Their company, located in a city near their parents’ village in Henan province, provides an essential early service in the AI process, labeling images and videos to help make computers smarter. Before a self-driving car can learn to avoid hitting people or trees, it must learn what people and trees look like — by digesting thousands of images labeled by thousands of humans.
Demand for labeling is exploding in China as large tech companies, banks and others attempt to use AI to improve their products and services. Many of these companies are clustered in big cities like Beijing and Shanghai, but the lower-tech labeling business is spreading some of the new-tech money out to smaller towns, providing jobs beyond agriculture and manufacturing.

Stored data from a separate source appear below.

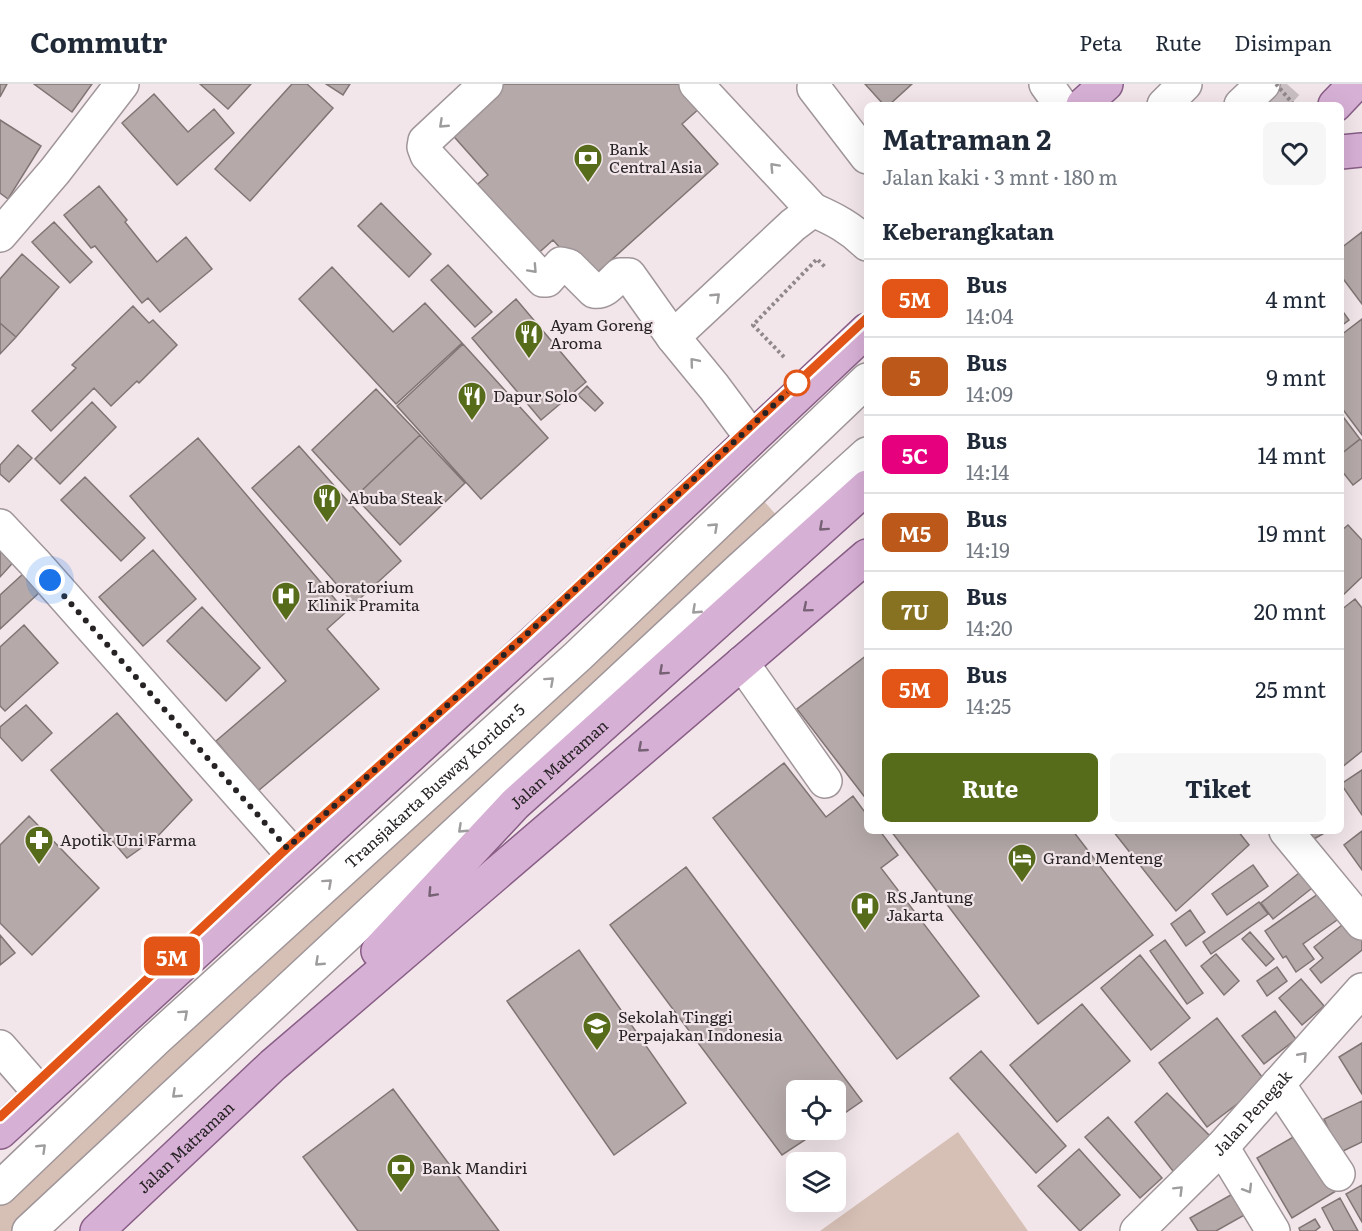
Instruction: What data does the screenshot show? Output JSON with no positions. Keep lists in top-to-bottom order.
{
  "streets": {
    "main road": ["Jalan Matraman"],
    "street": ["Transjakarta Busway Koridor 5", "Jalan Penegak"]
  },
  "one_way": ["Jalan Penegak"],
  "places": {
    "bank": ["Bank Central Asia", "Bank Mandiri"],
    "restaurant": ["Ayam Goreng Aroma", "Dapur Solo", "Abuba Steak"],
    "hospital": ["Laboratorium Klinik Pramita", "RS Jantung Jakarta"],
    "pharmacy": ["Apotik Uni Farma"],
    "hotel": ["Grand Menteng"],
    "school or university": ["Sekolah Tinggi Perpajakan Indonesia"]
  },
  "lines": ["bus line 5M"],
  "page": {
    "header": "Commutr",
    "nav": ["Peta", "Rute", "Disimpan"],
    "on_map": "5M",
    "heading": [
      ["Matraman 2", "Jalan kaki · 3 mnt · 180 m"],
      "Keberangkatan"
    ],
    "list": [
      {
        "mark": "5M",
        "name": "Bus",
        "note": "14:04",
        "value": "4 mnt"
      },
      {
        "mark": "5",
        "name": "Bus",
        "note": "14:09",
        "value": "9 mnt"
      },
      {
        "mark": "5C",
        "name": "Bus",
        "note": "14:14",
        "value": "14 mnt"
      },
      {
        "mark": "M5",
        "name": "Bus",
        "note": "14:19",
        "value": "19 mnt"
      },
      {
        "mark": "7U",
        "name": "Bus",
        "note": "14:20",
        "value": "20 mnt"
      },
      {
        "mark": "5M",
        "name": "Bus",
        "note": "14:25",
        "value": "25 mnt"
      }
    ],
    "buttons": ["Rute", "Tiket"]
  }
}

The science is mired in controversy in China, where the ruling Communist Party is using AI to help it identify and track people in mass-surveillance programs, most prominently in the largely Muslim province of Xinjiang, according to Human Rights Watch. The rights group has raised concerns that China’s private sector has aided the government surveillance by providing AI-powered software and other services.
Yi said his business, Ruijin Science & Tech, mostly works for Chinese tech giants Baidu and Alibaba, labeling footage captured by autonomous cars. Data labeling for autonomous vehicles is taking off in both the United States and China, as both countries invest heavily in the technology.

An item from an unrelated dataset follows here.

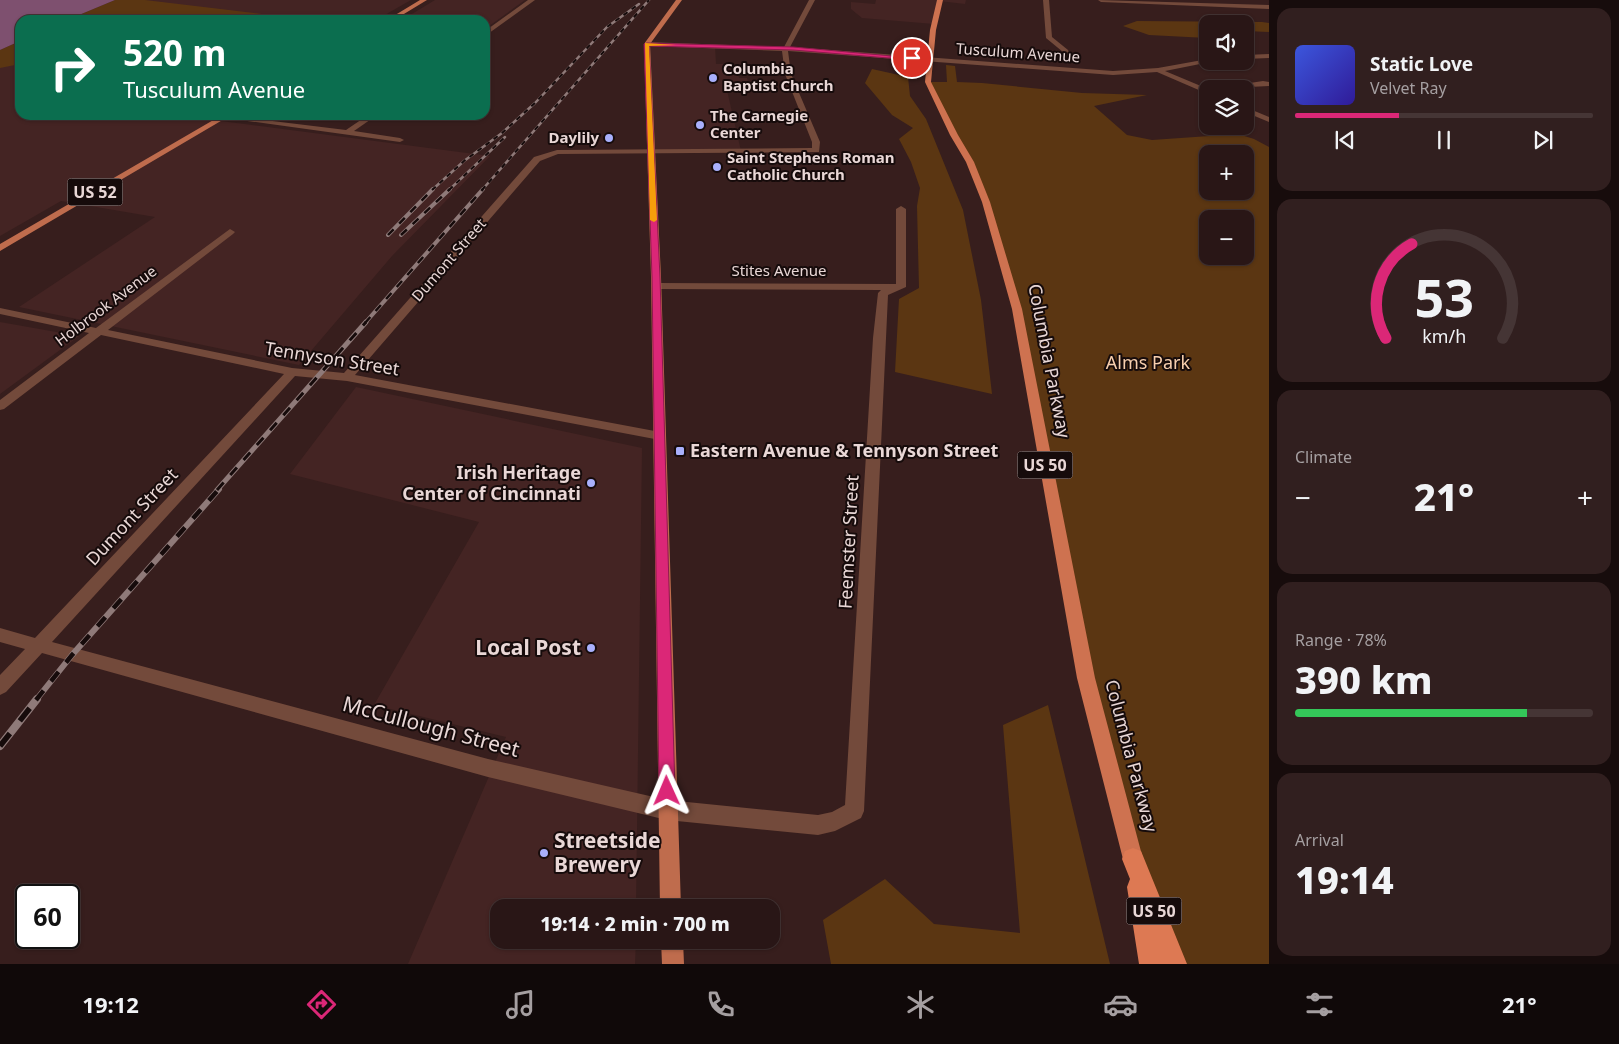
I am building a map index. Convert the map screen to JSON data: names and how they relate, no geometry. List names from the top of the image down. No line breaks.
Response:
{"streets":{"highway":["Columbia Parkway","US 50"],"main road":["US 52"],"street":["Tusculum Avenue","Dumont Street","Stites Avenue","Holbrook Avenue","Tennyson Street","Feemster Street","McCullough Street"]},"crossings":[["Tusculum Avenue","Columbia Parkway"],["Dumont Street","Tennyson Street"],["Dumont Street","McCullough Street"],["Stites Avenue","Feemster Street"],["Holbrook Avenue","Tennyson Street"],["Feemster Street","McCullough Street"]],"parks":["Alms Park"],"places":{"other":["Columbia Baptist Church","The Carnegie Center","Daylily","Saint Stephens Roman Catholic Church","Irish Heritage Center of Cincinnati","Local Post","Streetside Brewery"],"transit":["Eastern Avenue & Tennyson Street"]},"page":{"map_buttons":["+","−"],"turn":["520 m","Tusculum Avenue"],"song":["Static Love","Velvet Ray"],"tile":["Climate",["Range · 78%","390 km"],["Arrival","19:14"]],"heat":["−","21°","+"],"limit":"60","trip":"19:14 · 2 min · 700 m","tabs":["19:12","21°"],"gauge":["53","km/h"]}}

“I was working on online game promotion and never heard about the AI labeling business,” Yi said during a break in his office, serving green tea in small ceramic cups. He and his partners noticed other small firms getting into the field and decided to try it out with an initial investment of $15,000. “We believed this business could become better and bigger,” he said.
Just outside his office, in a large room resembling a field house, employees worked cheek-by-jowl at long rows of computers, examining blurry images filmed by self-driving vehicles.
The employees, who earn $350 to $550 a month, drew digital boxes around each object on the screen, and labeled them from a drop-down menu — vehicle, human, obstacle, animal. If they selected “vehicle,” another drop-down menu with more options appeared — small car, motorbike, truck, train.
“Sometimes there could be a train at a crossing,” explained 30-year-old Kang Qing, though he added he’d not yet encountered one after 18 months on the job. The workers mostly label objects located directly on the road, but when they see a human near the road, they label that, too, because a human could theoretically move into traffic.
“When I was young I heard about AI from robots in movies. It was a term that sounded mysterious to me,” Kang said. “It’s still mysterious, but I’ve learned more about it, and I’ve developed a more reasonable view. It’s humans setting the rules for AI, and the scary feeling mostly comes from the movies, I think.”
Kang and others said they hadn’t yet seen self-driving cars in the real world, but the vehicles are being tested in bigger cities.
At the Beijing headquarters of Baidu — China’s answer to Google — autonomous cars, buses and sweepers roam the campus. The company is testing self-driving cars in 13 cities, where they cruise around in regular traffic. The Lincoln-brand cars, made by Ford, have a human driver at the wheel as a backup in case something goes wrong.
For now the cars don’t ferry passengers, but Baidu says it plans to introduce a self-driving taxi service in the city of Changsha in October. The taxis, called Apollo Go, will be connected to the city’s new 5G wireless Internet network, Baidu said. The company is using cars made by Chinese company FAW Group for that project.
In the United States, Google offshoot Waymo last year launched the nation’s first commercial self-driving taxi service, in the Phoenix area. Industry experts say U.S. autonomous-car companies generally outsource their image labeling to freelancers who work at home, or to lower-cost workers in countries such as India or the Philippines.
Much of Ruijin’s business comes directly from Baidu and Alibaba, but sometimes the company gets jobs through outsourcing companies, said Liu Zhanjie, one of Yi’s business partners. On a few occasions, that work has involved drawing digital boxes around photos of human faces, for use in payment apps, Liu said.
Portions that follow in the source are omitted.